Bupati Kepulauan Sangihe, Michael Thungari, menegaskan bahwa pemerintah daerah tidak bisa menutup mata terhadap aktivitas pertambangan rakyat yang sudah menjadi bagian dari kehidupan masyarakat, khususnya di wilayah Tabukan Selatan. Meski kontrak karya pertambangan masih dipegang oleh PT TMS, Pemda menilai pembahasan soal tambang harus dilakukan secara terbuka dan bijak demi kesejahteraan masyarakat.
Hal tersebut disampaikan Bupati Thungari saat menghadiri Musyawarah Daerah (Musda) bersama Dewan Koperasi Indonesia Daerah (Dekopinda) Kabupaten Kepulauan Sangihe dan Dewan Koperasi Sulawesi Utara, yang digelar di Ruang Serbaguna Rumah Jabatan Bupati Sangihe, Senin (26/1/2026).
Menurut Thungari, isu pertambangan memang tergolong sensitif. Namun, ia menilai persoalan tersebut tidak bisa terus dihindari karena menyangkut hajat hidup masyarakat.
“Pembahasan tambang ini memang sensitif, tapi harus dibicarakan. Ini soal kesejahteraan masyarakat Sangihe,” ujar Thungari.
Ia mengungkapkan, sebagian masyarakat di Tabukan Selatan saat ini sudah sangat bergantung pada aktivitas pertambangan sebagai sumber penghasilan. Bahkan, menurutnya, aktivitas tersebut sudah sulit untuk dihentikan.
“Suka atau tidak suka, masyarakat di sana akan tetap menambang untuk mengisi perut mereka. Kehidupan mereka sudah sangat erat dengan pertambangan,” jelasnya.
Karena itu, Pemerintah Kabupaten Kepulauan Sangihe merasa wajib hadir dan memfasilitasi aktivitas pertambangan rakyat, bukan untuk melegalkan kerusakan lingkungan, melainkan untuk mengatur agar aktivitas tersebut berjalan sesuai aturan.
Thungari menekankan, ada tiga alasan utama pemerintah daerah harus terlibat langsung. Pertama, untuk meminimalkan dampak kerusakan lingkungan akibat aktivitas tambang yang tidak terkontrol. Kedua, agar kegiatan pertambangan memiliki kepastian hukum dan sesuai dengan peraturan perundang-undangan, sehingga masyarakat tidak lagi merasa takut dalam beraktivitas. Ketiga, agar pemasukan daerah dapat dikelola secara transparan dan tidak terjadi kebocoran.
“Kalau diatur dengan baik dan sah di mata hukum, masyarakat tidak takut, lingkungan bisa dikendalikan, dan pemasukan daerah jelas serta tidak bocor ke mana-mana,” tegasnya.
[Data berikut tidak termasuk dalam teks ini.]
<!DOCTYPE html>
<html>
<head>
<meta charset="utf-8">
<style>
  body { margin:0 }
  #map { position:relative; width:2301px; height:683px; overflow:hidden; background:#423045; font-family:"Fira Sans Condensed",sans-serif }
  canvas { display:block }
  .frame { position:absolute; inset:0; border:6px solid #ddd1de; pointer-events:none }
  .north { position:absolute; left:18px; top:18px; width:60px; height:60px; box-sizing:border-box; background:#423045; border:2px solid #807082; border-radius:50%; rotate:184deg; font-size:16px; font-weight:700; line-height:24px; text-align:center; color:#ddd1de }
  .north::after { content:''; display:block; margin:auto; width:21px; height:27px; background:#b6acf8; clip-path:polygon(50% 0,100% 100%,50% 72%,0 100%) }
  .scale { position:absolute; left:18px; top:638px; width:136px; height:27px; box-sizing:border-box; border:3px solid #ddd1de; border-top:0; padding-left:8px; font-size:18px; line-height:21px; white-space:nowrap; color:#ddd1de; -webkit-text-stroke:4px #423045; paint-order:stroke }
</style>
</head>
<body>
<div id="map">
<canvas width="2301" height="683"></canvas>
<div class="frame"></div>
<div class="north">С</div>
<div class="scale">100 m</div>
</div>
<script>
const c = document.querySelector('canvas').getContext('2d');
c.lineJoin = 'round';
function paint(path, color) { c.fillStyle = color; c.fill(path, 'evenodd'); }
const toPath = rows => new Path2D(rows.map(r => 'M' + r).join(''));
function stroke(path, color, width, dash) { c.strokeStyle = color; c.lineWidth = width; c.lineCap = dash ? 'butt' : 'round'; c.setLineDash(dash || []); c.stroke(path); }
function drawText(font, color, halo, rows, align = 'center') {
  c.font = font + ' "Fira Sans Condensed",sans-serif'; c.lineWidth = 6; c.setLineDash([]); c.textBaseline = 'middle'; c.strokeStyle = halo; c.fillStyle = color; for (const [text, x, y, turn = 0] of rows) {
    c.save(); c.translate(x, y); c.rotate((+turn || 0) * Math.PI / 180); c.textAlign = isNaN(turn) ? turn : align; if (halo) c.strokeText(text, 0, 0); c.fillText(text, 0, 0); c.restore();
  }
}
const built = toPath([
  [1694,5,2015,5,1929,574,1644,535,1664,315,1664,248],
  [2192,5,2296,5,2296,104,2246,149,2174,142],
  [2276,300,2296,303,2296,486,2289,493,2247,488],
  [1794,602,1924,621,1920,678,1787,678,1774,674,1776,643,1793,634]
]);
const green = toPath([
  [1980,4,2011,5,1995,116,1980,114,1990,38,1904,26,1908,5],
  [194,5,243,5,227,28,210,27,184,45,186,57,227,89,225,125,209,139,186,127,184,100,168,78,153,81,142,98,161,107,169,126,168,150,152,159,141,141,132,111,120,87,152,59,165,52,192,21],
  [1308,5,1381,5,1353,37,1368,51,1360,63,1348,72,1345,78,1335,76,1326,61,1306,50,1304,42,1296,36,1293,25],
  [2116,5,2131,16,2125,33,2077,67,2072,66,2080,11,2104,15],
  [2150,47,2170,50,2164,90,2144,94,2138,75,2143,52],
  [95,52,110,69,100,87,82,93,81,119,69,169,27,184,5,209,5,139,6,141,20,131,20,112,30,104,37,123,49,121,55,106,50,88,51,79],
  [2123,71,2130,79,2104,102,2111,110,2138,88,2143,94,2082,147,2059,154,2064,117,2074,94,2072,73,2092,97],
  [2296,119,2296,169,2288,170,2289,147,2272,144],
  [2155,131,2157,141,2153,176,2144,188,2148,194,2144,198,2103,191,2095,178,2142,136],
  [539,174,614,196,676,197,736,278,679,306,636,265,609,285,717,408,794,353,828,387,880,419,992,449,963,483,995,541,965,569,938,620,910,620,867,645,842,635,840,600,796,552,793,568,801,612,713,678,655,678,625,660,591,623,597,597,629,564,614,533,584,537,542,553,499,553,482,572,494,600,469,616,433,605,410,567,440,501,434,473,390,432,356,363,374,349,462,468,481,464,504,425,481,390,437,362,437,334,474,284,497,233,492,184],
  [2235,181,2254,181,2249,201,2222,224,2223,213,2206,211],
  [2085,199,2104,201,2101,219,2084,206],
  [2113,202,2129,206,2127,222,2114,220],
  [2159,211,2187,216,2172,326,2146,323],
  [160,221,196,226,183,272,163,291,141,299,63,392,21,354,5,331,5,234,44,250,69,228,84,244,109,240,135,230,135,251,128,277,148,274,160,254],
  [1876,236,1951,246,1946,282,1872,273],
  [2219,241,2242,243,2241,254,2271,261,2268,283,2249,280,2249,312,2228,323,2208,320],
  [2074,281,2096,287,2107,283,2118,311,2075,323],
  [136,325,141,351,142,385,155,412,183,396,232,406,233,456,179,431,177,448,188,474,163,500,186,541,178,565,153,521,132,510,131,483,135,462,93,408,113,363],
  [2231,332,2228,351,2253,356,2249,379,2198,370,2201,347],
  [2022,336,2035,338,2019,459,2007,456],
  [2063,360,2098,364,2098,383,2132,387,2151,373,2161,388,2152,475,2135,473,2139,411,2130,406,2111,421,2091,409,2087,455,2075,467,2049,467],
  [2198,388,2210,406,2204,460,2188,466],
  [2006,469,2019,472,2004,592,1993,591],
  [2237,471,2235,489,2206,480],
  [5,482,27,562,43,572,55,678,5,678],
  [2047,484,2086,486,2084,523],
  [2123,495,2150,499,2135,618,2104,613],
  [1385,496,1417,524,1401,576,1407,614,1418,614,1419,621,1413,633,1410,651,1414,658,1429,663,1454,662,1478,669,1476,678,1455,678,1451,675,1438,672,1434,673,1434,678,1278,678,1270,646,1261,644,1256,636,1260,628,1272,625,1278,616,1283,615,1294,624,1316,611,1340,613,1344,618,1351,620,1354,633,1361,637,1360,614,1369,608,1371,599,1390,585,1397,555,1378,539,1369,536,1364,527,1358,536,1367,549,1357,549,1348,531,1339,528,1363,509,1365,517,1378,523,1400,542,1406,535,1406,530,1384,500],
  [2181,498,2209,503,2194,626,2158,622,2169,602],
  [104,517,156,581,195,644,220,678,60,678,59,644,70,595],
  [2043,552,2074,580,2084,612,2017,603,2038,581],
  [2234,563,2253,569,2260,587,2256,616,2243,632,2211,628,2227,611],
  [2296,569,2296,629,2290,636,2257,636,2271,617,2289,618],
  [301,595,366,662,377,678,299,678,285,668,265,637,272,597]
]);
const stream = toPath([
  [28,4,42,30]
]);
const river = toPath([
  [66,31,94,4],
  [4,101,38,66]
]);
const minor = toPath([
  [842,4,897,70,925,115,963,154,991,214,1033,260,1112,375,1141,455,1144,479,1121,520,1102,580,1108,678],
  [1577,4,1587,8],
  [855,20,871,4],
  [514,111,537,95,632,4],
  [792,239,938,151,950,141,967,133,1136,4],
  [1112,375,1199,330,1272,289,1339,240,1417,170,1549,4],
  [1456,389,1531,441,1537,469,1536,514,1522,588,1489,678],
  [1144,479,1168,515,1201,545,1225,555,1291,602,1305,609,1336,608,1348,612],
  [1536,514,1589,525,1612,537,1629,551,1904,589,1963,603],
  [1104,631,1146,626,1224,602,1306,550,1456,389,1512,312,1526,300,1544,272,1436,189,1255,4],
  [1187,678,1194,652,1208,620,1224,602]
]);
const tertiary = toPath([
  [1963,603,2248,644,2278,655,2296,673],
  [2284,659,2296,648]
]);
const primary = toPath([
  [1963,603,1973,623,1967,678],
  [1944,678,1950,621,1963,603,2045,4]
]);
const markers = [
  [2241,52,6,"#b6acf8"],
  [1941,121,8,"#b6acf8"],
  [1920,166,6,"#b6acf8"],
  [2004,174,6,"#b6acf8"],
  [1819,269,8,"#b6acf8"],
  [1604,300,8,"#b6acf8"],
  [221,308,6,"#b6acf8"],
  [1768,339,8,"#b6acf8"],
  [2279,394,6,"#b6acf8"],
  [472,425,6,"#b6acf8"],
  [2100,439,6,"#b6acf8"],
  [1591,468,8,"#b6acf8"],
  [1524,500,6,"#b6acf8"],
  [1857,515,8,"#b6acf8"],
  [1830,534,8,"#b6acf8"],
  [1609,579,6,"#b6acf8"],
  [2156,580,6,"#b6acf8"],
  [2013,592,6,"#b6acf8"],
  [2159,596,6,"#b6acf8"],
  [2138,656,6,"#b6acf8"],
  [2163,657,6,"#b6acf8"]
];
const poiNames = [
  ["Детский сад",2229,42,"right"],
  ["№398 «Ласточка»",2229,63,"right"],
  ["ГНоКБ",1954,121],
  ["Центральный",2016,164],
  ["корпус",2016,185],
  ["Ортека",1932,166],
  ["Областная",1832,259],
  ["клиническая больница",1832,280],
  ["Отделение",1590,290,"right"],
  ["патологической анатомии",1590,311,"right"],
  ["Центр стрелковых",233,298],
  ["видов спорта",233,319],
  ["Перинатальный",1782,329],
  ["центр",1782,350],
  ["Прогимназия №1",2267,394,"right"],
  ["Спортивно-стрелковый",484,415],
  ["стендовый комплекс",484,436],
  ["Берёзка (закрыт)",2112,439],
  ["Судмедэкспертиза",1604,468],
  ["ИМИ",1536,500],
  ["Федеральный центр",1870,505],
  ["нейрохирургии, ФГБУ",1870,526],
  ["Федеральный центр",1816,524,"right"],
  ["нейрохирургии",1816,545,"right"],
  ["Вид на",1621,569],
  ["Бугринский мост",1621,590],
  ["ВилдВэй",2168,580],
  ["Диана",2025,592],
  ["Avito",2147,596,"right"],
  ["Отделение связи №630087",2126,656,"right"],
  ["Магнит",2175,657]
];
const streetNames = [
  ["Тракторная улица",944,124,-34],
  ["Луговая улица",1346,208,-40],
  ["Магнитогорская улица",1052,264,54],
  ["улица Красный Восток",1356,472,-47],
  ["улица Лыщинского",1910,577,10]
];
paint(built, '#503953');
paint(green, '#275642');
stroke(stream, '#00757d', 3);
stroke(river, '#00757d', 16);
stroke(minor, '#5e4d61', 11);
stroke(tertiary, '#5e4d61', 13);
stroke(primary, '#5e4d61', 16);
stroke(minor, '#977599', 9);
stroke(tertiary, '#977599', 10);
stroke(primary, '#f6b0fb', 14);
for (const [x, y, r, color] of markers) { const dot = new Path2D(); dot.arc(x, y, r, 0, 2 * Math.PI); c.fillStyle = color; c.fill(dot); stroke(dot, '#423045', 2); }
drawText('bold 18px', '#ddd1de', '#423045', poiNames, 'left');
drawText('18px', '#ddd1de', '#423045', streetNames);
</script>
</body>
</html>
Bupati Thungari juga menyinggung pentingnya peran koperasi sebagai salah satu instrumen untuk menata pertambangan rakyat, agar manfaat ekonomi benar-benar dirasakan oleh masyarakat lokal dan daerah.
Dengan pendekatan tersebut, Pemkab Sangihe berharap aktivitas pertambangan tidak lagi dipandang semata sebagai persoalan, tetapi bisa menjadi sumber kesejahteraan yang dikelola secara bertanggung jawab.